Jupiter…is always a joy to look at. Even through nothing more powerful than a good pair of binoculars. Jupiter’s four Galilean moons should be visible, their positions changing noticeably from one night to the next. The smallest telescope reveals features on Jupiter’s cloud tops, including two dark bands straddling the equator. Through larger telescopes, other dark belts and bright zones appear, as well as exciting detail within the belts.
The best way to learn about Jupiter through observation is to draw it. Observers use a soft, 2B pencil and a dim white flashlight so that they can see what they are committing to paper. Before beginning to draw, they watch the planet for a few minutes to get familiar with the shapes and details of its belts and zones. Since Jupiter rotates very quickly - the whole planet goes once around in less than 10 hours - observers complete the basic outline of their drawings in about a quarter hour, filling in the details later.
The experience of drawing this planet brings to mind the fact that Jupiter is big. It is a planet much larger than Earth and some 400 to 600 million miles from us.
While you look at Jupiter’s moons, consider how they helped persuade Galileo that the Earth was not the center of the universe, and remember that the idea was so threatening to that era’s powerful religious politics that he was forced to recant on pain of torture. By taking us back to an earlier, darker time in our history, Galileo’s moons remind us not to be too attached to the accepted wisdom of our own age.
David H. Levy; author, Impact Jupiter: The Crash Of Comet Shoemaker-Levy 9; comet co-discoverer (image sources: 1, 2, 3, 4)
Amateur Astronomers: When using a “dim flashlight”, make sure to use filtered red light, via LED or DIY.
Everyone: This “darker time in our history” persists to this day. We may not have astronomers being physically tortured; no, the torture comes from our (predominantly misinformed) society’s continual persistence in ‘tolerating’ the ‘rights’ of religious influence in politics and education.

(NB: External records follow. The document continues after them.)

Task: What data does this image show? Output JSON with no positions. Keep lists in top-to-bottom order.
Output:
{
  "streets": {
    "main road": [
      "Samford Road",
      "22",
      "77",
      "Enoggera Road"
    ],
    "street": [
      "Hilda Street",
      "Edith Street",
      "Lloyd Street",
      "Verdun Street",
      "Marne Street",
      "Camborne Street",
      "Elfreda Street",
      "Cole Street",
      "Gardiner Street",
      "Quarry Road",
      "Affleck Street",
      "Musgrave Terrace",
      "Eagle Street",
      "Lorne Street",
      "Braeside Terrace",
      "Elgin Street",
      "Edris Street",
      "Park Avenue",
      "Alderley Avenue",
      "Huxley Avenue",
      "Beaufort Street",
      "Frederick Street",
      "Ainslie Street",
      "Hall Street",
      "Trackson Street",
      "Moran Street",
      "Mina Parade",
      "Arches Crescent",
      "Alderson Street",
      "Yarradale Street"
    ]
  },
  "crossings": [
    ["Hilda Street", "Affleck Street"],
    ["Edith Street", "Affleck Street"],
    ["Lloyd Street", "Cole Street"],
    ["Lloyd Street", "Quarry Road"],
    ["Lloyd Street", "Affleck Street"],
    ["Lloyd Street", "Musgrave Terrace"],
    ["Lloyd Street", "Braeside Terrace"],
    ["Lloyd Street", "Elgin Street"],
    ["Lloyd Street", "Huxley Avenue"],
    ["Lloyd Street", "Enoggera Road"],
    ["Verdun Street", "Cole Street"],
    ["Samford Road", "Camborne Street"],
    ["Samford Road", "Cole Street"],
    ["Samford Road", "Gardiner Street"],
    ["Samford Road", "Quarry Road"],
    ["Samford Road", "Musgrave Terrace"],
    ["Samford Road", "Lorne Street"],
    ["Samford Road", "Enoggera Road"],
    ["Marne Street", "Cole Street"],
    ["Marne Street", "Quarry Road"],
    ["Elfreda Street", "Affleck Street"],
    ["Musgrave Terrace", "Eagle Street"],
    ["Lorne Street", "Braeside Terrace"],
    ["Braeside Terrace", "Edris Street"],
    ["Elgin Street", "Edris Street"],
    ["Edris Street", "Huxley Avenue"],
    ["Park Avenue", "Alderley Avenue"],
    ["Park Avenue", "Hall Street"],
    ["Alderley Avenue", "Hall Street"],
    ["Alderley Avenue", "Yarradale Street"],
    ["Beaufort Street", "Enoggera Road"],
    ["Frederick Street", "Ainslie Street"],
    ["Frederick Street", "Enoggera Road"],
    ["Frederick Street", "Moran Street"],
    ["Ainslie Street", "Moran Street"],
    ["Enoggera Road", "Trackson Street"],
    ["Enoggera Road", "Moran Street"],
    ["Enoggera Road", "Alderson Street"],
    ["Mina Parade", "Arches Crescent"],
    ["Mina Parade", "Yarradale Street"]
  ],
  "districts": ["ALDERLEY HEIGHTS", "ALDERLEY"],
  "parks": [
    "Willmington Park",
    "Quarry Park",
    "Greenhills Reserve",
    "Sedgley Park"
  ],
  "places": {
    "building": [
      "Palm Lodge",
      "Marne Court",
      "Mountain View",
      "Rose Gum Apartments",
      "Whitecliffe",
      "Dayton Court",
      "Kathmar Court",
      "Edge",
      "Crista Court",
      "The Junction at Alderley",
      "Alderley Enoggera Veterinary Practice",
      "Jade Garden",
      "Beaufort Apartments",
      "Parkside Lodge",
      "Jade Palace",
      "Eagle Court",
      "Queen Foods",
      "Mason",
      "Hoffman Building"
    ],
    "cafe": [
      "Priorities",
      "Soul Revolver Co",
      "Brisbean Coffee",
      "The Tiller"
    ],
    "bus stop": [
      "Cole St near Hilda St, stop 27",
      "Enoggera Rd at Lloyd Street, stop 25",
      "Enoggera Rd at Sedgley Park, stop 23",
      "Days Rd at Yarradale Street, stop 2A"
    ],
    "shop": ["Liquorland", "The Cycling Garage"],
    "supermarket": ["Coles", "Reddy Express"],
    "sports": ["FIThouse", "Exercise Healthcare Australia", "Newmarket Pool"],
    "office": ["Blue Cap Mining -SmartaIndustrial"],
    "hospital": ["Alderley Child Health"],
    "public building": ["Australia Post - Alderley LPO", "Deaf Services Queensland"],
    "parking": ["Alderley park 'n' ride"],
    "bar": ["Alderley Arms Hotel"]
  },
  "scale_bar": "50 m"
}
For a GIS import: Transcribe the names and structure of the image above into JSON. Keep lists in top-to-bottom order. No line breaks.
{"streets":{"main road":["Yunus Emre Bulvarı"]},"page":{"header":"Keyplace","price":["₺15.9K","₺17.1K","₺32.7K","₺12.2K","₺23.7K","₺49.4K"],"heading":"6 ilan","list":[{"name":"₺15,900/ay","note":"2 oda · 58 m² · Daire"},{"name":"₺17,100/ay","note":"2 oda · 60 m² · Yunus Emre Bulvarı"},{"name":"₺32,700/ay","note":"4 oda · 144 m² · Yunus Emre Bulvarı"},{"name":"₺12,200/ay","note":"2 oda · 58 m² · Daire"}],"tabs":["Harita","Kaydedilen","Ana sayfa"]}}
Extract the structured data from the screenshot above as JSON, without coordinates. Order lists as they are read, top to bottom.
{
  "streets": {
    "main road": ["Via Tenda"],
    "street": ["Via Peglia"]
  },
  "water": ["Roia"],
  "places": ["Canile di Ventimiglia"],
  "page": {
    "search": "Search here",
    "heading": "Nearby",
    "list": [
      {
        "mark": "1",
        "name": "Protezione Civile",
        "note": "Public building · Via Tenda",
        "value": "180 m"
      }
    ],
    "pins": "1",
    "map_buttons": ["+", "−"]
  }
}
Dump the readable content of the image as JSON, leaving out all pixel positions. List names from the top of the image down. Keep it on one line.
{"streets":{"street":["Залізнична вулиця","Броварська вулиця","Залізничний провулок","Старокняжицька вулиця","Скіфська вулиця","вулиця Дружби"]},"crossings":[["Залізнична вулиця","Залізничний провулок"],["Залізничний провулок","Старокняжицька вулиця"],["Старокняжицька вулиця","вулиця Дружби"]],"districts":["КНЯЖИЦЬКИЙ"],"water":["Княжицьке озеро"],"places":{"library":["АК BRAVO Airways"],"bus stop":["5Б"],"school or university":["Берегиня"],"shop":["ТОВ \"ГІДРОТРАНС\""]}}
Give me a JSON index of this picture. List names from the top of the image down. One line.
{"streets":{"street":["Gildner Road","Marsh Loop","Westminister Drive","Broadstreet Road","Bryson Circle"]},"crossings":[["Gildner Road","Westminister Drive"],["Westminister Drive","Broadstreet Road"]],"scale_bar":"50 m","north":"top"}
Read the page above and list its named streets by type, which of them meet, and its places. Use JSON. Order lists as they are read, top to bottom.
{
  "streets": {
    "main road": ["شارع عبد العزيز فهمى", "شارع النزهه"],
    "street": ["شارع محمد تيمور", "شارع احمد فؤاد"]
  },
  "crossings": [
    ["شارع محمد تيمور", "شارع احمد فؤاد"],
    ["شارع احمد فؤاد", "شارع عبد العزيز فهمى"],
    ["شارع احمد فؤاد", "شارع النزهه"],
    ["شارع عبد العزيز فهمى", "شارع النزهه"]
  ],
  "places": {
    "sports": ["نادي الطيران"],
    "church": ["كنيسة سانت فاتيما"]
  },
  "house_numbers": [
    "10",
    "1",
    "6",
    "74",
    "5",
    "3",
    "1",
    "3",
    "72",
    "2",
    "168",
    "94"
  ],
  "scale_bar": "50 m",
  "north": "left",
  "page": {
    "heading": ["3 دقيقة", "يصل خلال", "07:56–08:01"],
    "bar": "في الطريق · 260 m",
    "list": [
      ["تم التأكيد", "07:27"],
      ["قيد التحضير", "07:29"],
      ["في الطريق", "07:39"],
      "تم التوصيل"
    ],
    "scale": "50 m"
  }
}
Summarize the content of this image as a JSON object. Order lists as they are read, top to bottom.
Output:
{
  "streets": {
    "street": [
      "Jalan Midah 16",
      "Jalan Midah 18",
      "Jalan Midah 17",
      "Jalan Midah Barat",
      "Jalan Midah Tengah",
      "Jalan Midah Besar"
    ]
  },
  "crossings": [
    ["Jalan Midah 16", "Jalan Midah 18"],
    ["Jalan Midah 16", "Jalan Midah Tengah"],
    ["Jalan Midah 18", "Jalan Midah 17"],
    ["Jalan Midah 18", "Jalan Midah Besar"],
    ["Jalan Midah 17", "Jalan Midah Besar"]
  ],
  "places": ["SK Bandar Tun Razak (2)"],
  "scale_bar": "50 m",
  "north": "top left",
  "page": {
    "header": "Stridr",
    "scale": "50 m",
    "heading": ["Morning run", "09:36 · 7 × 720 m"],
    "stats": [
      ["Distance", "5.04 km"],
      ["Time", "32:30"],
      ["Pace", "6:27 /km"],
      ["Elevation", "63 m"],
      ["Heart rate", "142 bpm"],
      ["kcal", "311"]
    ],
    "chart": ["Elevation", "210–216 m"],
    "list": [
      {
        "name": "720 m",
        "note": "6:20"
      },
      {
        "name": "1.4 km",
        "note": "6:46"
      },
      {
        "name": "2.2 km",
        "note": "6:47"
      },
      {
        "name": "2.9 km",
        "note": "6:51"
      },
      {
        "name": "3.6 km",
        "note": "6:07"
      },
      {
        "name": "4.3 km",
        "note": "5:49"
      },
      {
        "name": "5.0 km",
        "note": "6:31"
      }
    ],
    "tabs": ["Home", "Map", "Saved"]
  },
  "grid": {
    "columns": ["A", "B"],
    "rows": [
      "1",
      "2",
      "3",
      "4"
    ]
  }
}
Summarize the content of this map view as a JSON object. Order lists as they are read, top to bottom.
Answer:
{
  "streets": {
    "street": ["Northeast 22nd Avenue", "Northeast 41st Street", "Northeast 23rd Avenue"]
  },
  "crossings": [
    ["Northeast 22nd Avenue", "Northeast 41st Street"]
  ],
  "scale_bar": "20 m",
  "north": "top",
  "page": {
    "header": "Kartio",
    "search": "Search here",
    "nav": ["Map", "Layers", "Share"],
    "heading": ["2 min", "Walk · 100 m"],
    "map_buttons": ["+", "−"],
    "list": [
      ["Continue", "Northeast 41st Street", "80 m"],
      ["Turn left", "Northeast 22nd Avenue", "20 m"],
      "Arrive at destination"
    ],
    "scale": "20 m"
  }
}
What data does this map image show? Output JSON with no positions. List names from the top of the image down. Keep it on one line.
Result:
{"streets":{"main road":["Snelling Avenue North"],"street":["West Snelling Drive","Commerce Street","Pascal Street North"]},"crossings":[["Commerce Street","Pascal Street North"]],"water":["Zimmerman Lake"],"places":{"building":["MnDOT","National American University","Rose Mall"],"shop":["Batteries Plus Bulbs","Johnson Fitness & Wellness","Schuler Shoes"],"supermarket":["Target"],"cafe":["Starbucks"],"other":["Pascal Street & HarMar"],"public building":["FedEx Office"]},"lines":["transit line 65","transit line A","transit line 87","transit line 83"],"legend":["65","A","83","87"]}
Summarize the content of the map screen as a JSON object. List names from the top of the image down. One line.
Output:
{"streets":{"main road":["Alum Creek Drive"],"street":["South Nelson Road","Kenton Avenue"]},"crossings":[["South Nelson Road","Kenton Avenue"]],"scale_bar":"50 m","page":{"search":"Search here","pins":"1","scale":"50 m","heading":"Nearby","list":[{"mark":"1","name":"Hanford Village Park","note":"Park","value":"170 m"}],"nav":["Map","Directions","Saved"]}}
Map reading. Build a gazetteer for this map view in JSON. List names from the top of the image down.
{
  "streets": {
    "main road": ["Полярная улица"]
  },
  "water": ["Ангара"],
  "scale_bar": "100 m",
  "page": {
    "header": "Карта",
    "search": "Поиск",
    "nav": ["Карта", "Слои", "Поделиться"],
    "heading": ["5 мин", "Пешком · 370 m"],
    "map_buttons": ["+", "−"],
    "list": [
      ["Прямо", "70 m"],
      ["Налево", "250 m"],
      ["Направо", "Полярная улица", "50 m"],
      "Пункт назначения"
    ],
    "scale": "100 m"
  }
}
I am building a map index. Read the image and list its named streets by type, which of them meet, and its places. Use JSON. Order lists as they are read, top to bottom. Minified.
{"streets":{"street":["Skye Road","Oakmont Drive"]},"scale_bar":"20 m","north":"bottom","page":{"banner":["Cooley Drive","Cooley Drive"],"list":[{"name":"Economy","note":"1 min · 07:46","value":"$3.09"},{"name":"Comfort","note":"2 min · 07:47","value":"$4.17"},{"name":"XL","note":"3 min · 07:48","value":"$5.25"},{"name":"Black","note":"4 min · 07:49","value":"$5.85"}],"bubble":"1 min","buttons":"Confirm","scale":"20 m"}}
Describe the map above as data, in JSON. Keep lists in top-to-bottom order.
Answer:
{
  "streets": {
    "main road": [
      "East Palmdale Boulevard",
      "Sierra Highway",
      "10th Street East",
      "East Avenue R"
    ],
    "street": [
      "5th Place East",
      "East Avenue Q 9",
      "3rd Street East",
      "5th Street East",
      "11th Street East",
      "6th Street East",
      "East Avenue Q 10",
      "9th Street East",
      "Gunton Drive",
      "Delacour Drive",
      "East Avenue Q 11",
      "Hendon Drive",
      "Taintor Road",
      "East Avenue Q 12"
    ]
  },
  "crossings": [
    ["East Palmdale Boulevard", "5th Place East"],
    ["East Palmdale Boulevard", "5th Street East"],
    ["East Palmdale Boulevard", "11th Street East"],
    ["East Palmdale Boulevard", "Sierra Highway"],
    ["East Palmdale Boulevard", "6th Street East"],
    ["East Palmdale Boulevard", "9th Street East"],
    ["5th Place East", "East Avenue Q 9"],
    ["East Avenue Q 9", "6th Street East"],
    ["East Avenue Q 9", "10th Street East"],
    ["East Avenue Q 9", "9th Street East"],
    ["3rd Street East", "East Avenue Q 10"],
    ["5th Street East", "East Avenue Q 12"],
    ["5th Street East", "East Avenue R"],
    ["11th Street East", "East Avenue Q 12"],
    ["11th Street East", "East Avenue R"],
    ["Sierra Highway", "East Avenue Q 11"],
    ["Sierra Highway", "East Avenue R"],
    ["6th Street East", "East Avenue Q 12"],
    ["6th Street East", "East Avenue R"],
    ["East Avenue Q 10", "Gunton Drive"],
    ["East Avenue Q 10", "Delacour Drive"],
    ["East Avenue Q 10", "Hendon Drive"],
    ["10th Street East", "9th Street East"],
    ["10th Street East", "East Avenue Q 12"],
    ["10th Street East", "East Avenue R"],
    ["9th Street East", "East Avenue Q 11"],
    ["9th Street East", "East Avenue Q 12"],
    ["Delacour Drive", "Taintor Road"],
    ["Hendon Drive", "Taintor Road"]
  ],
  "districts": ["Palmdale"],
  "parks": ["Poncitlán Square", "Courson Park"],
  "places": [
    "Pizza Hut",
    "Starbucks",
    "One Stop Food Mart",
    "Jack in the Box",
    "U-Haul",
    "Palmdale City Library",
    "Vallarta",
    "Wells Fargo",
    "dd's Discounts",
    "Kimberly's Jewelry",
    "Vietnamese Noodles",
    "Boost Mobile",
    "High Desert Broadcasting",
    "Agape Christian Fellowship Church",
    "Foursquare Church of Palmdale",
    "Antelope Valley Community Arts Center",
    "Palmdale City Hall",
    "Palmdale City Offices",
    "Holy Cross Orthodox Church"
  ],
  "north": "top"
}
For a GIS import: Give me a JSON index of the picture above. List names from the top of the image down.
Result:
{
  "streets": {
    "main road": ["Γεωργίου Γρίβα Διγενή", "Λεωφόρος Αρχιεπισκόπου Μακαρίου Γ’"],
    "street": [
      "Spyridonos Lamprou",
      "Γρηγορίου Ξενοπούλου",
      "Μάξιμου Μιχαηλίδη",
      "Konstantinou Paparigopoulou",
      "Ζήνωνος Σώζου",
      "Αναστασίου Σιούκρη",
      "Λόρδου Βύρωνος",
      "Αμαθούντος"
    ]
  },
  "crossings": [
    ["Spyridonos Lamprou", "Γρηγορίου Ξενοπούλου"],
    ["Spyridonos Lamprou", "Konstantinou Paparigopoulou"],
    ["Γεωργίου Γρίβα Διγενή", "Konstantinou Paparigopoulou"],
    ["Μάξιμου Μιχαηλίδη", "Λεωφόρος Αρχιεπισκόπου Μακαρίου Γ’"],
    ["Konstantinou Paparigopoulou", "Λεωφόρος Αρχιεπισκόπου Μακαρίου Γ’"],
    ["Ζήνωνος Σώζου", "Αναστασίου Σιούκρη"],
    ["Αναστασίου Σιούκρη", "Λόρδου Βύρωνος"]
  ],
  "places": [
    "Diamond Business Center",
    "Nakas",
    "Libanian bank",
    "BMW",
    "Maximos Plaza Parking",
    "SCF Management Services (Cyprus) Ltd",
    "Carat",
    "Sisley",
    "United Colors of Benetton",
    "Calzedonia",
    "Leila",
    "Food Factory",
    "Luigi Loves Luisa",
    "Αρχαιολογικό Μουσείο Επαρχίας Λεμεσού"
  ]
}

This world (and our species) deserves minds capable of critical thinking fueled by an insatiable curiosity without religious influence governed at the helm by scientifically illiterate people who claim to have a neurological two-way radio with the creator of the universe/s.
Galileo would be proud of our achievements, but more steadfast than we in his commitment to the true nature of the physical world via the scientific method and meticulous observation, to which religious “knowledge” have produced no such observations, progressions or achievements toward our understanding of the universe, led by the literal interpretation of outdated Biblical text, in order to give credit to a creator or reason yet to be named by science itself, upon which the ‘rights’ of religious organizations are allowed to exploit their superimposition of the divine plan unto our current understandings of the cosmos, without aiding in any of the countless hours of scrupulous investigation themselves.
As a father and a student of life, my parenting efforts have been led by a simple motive: teach my child (and others) how to think, not what to think. All of us the world over will benefit by a society and human civilization led by this principle as well.